Panorama Software
- Company type: Privately held company
- Industry: Business intelligence software
- Founded: 1993 in Israel
- Founder: Rony Ross founded the original co. in 1993; assets were sold to Microsoft in 1996; the current company was founded in 2003 by Janice Anderson and Rony Ross
- Headquarters: Toronto, Canada
- Key people: Eynav Azarya, CEO Rony Ross, Executive Chairman and CTO
- Products: Novaview, Necto
- Website: www.panorama.com

= Panorama Software =

Software company in Canada

Panorama Software is a Canadian software and consulting company specializing in business intelligence. The company was founded by Rony Ross in Israel in 1993; it relocated its headquarters to Toronto, Canada in 2003.
Panorama sold its online analytical processing (OLAP) technology to Microsoft in 1996, which was built into Microsoft OLAP Services and later SQL Server Analysis Services, an integrated component of Microsoft SQL Server.

== Products ==

The company's main product is a business intelligence (BI) suite named Necto.
Before 2011 it had a product called NovaView.
Necto offers data mining and report generation, allowing custom views of the data without having to wait to run a report. It lets users create collaborative "workboards" and visual presentations. Necto is a BI application based upon understanding of user behavior, one-click reporting, and collaborative decision making. It supports social sharing of data, similar to sharing found on consumer oriented social networking sites. Data analysis is treated as "conversations" which can themselves be followed and analyzed. Panorama encourages Necto enterprise users to form cross-departmental teams based on data research behaviors. It allows tracking of user behavior and making corresponding adjustments.

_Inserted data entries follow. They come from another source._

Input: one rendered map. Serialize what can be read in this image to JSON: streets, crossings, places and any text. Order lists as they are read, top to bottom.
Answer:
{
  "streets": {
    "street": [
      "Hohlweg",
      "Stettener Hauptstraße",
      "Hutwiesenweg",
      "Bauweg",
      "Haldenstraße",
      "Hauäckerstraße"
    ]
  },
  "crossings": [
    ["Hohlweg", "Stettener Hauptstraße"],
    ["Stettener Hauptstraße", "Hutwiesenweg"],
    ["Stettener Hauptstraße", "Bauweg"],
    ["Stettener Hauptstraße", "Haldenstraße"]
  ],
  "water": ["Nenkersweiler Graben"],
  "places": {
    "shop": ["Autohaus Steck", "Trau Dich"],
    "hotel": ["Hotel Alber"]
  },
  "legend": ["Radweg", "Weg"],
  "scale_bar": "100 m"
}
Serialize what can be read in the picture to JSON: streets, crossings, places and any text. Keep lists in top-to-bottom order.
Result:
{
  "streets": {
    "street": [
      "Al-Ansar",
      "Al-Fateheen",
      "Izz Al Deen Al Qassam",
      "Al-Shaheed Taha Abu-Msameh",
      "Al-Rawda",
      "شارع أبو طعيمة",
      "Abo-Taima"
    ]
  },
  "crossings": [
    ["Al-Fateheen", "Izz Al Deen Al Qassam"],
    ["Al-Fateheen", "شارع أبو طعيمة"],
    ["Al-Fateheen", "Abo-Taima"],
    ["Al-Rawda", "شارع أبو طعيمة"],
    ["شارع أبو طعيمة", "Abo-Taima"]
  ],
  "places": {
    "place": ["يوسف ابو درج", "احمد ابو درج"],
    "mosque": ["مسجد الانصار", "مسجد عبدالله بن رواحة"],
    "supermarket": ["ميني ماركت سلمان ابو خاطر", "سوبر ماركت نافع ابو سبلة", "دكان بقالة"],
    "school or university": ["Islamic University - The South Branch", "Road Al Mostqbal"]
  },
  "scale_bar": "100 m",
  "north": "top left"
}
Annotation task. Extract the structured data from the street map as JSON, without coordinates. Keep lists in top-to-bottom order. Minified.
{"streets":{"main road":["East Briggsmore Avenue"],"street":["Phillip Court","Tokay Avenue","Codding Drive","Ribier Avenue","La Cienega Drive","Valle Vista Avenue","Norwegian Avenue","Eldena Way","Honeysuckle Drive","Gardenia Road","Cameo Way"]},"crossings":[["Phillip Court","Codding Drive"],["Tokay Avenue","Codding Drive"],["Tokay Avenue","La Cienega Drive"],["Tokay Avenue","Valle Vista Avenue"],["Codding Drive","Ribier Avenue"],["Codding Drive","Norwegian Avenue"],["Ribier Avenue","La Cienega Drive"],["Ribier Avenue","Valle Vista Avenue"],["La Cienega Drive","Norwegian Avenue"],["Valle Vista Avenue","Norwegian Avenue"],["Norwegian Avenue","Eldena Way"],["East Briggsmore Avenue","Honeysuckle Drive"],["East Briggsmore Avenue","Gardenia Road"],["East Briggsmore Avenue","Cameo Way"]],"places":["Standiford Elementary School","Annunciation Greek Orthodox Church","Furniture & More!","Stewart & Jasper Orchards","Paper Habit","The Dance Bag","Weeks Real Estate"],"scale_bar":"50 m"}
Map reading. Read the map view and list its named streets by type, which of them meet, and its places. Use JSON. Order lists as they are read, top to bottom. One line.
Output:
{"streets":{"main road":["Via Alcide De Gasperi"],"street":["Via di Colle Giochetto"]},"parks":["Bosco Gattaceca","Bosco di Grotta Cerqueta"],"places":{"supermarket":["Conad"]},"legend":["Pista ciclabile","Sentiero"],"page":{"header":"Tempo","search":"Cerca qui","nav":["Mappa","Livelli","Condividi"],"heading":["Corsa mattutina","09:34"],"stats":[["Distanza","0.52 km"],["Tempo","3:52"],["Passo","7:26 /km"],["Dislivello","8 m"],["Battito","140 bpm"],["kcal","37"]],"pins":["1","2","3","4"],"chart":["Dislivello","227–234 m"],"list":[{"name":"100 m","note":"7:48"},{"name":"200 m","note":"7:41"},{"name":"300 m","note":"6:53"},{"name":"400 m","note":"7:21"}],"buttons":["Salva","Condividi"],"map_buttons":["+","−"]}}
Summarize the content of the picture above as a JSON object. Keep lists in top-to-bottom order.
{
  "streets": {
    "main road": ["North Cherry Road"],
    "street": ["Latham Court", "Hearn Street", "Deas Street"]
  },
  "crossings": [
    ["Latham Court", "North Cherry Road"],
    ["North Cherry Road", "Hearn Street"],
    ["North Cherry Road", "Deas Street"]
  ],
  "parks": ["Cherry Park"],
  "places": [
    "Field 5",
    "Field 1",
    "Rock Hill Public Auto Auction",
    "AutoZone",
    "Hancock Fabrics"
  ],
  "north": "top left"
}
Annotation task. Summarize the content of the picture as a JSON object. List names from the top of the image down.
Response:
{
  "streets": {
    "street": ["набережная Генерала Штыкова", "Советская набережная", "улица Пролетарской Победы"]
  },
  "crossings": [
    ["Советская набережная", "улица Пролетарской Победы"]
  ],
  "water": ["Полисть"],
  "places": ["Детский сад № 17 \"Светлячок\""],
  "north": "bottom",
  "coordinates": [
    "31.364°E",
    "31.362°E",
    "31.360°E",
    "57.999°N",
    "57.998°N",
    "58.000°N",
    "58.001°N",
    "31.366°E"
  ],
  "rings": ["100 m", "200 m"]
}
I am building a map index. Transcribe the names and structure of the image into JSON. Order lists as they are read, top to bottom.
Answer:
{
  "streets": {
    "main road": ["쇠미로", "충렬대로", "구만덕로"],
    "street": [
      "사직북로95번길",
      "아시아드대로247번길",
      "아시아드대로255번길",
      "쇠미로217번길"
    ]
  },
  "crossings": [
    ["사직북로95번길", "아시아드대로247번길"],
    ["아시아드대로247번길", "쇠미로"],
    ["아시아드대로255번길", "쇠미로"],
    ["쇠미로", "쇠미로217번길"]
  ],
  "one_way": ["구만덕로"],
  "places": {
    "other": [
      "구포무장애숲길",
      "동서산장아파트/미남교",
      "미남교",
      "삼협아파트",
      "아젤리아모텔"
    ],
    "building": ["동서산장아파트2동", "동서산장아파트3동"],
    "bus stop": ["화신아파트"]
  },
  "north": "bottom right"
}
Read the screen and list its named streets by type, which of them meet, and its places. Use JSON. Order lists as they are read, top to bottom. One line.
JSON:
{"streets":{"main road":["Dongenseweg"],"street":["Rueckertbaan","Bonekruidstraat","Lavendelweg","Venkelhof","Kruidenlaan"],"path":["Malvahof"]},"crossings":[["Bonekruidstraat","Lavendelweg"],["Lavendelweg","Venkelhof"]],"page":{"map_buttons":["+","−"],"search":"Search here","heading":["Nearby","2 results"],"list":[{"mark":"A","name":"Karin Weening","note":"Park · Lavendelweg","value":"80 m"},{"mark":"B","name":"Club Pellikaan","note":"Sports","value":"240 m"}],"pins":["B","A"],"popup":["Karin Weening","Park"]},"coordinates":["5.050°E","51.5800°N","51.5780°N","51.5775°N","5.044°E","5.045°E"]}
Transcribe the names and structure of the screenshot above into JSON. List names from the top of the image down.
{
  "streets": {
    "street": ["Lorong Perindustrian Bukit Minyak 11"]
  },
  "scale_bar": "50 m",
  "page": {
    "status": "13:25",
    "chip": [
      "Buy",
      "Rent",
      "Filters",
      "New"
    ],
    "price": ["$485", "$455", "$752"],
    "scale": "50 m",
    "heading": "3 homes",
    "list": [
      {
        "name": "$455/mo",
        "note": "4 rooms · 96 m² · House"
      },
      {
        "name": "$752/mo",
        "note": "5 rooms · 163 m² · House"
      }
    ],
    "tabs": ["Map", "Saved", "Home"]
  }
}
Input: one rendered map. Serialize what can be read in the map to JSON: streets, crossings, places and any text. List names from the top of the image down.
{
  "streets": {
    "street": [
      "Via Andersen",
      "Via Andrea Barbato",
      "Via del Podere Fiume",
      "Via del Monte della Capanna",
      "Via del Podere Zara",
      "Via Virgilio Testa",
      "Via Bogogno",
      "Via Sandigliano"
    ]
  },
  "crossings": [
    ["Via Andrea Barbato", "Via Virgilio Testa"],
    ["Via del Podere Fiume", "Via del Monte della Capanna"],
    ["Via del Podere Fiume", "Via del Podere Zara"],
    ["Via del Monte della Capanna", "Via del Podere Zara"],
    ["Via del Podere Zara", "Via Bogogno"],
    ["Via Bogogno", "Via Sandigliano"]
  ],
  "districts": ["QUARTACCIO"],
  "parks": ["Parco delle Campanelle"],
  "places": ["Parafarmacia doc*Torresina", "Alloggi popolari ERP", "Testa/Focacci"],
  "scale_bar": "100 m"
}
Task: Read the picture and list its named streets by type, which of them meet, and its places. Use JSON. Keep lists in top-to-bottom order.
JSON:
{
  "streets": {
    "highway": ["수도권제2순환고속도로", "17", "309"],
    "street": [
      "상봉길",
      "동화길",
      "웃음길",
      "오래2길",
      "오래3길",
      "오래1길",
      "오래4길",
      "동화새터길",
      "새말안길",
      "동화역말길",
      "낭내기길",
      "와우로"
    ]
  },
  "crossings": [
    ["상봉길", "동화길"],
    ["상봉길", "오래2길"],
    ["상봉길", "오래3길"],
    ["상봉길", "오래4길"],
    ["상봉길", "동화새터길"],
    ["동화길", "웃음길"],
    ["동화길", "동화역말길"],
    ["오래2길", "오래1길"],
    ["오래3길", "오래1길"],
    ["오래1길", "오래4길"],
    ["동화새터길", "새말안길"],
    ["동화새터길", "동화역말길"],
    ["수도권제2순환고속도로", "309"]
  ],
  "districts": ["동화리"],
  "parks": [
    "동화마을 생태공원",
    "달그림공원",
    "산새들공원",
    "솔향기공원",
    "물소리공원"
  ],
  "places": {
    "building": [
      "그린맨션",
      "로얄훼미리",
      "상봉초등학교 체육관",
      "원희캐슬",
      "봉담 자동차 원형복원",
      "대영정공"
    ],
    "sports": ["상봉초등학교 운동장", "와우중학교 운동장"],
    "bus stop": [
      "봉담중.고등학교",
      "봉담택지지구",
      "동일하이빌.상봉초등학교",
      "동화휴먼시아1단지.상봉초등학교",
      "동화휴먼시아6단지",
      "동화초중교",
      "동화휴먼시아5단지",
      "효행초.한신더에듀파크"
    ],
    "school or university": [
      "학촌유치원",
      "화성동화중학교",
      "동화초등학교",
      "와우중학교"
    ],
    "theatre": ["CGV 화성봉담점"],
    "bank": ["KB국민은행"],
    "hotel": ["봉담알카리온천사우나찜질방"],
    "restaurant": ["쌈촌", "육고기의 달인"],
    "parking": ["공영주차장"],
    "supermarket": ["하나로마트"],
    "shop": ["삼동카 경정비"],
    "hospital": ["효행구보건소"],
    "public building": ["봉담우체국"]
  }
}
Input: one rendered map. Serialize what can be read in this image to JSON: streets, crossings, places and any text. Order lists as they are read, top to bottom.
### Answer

Necto includes analytics, custom reporting, intuitive dashboards, and integration with Microsofttechnology. It can use data sources including spreadsheets, in-memory, OLAP, or relational databases. Integration on Microsoft Azure and optimization with Microsoft SQL Server 2012 platform is also available. Necto integrates with SharePoint. It can be scaled up to manage thousands of users and several terabytes of data.

== Panorama and Microsoft ==
Panorama Software is the original developer of the online analytical processing technology that Microsoft acquired in 1996 and rebranded as SQL Server Analysis Services, a component of Microsoft SQL Server.
Since this acquisition, Panorama sells support as a Microsoft Gold ISV Competency partner.